**Provided material:**
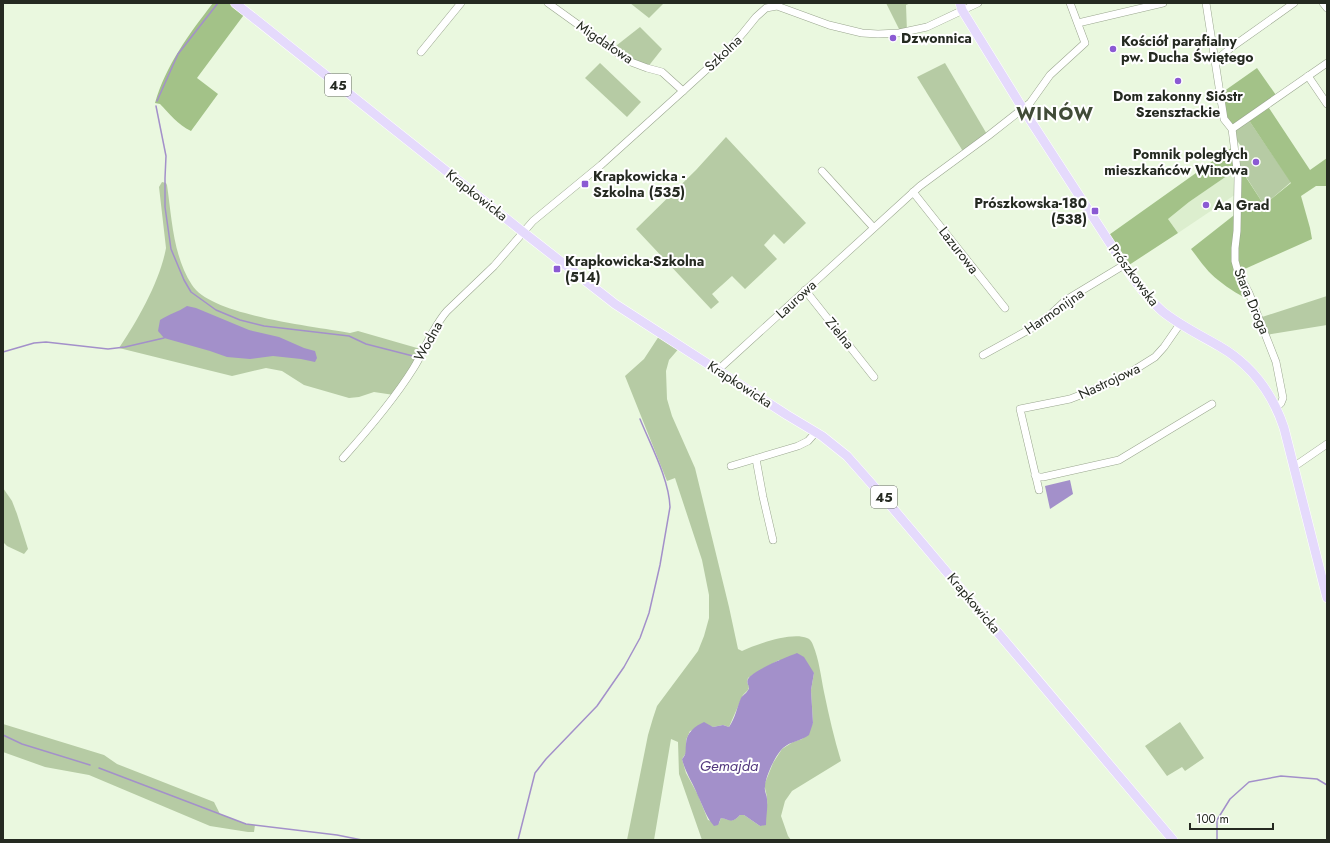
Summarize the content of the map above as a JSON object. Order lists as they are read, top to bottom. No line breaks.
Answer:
{"streets":{"main road":["45","Krapkowicka","Prószkowska"],"street":["Migdałowa","Szkolna","Lazurowa","Laurowa","Stara Droga","Harmonijna","Zielna","Wodna","Nastrojowa"]},"crossings":[["Migdałowa","Szkolna"],["Szkolna","Krapkowicka"],["Szkolna","Prószkowska"],["Szkolna","Wodna"],["Krapkowicka","Laurowa"],["Krapkowicka","Wodna"],["Lazurowa","Laurowa"],["Prószkowska","Laurowa"],["Prószkowska","Stara Droga"],["Prószkowska","Harmonijna"],["Prószkowska","Nastrojowa"],["Laurowa","Zielna"]],"districts":["WINÓW"],"water":["Gemajda"],"places":{"other":["Dzwonnica","Kościół parafialny pw. Ducha Świętego","Dom zakonny Sióstr Szensztackie","Pomnik poległych mieszkańców Winowa","Aa Grad"],"transit":["Krapkowicka - Szkolna (535)","Prószkowska-180 (538)","Krapkowicka-Szkolna (514)"]},"scale_bar":"100 m"}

**Activity:** Repeat every line above exactly, minus the pictures.

**Response box:**
Summarize the content of the map above as a JSON object. Order lists as they are read, top to bottom. No line breaks.
Answer:
{"streets":{"main road":["45","Krapkowicka","Prószkowska"],"street":["Migdałowa","Szkolna","Lazurowa","Laurowa","Stara Droga","Harmonijna","Zielna","Wodna","Nastrojowa"]},"crossings":[["Migdałowa","Szkolna"],["Szkolna","Krapkowicka"],["Szkolna","Prószkowska"],["Szkolna","Wodna"],["Krapkowicka","Laurowa"],["Krapkowicka","Wodna"],["Lazurowa","Laurowa"],["Prószkowska","Laurowa"],["Prószkowska","Stara Droga"],["Prószkowska","Harmonijna"],["Prószkowska","Nastrojowa"],["Laurowa","Zielna"]],"districts":["WINÓW"],"water":["Gemajda"],"places":{"other":["Dzwonnica","Kościół parafialny pw. Ducha Świętego","Dom zakonny Sióstr Szensztackie","Pomnik poległych mieszkańców Winowa","Aa Grad"],"transit":["Krapkowicka - Szkolna (535)","Prószkowska-180 (538)","Krapkowicka-Szkolna (514)"]},"scale_bar":"100 m"}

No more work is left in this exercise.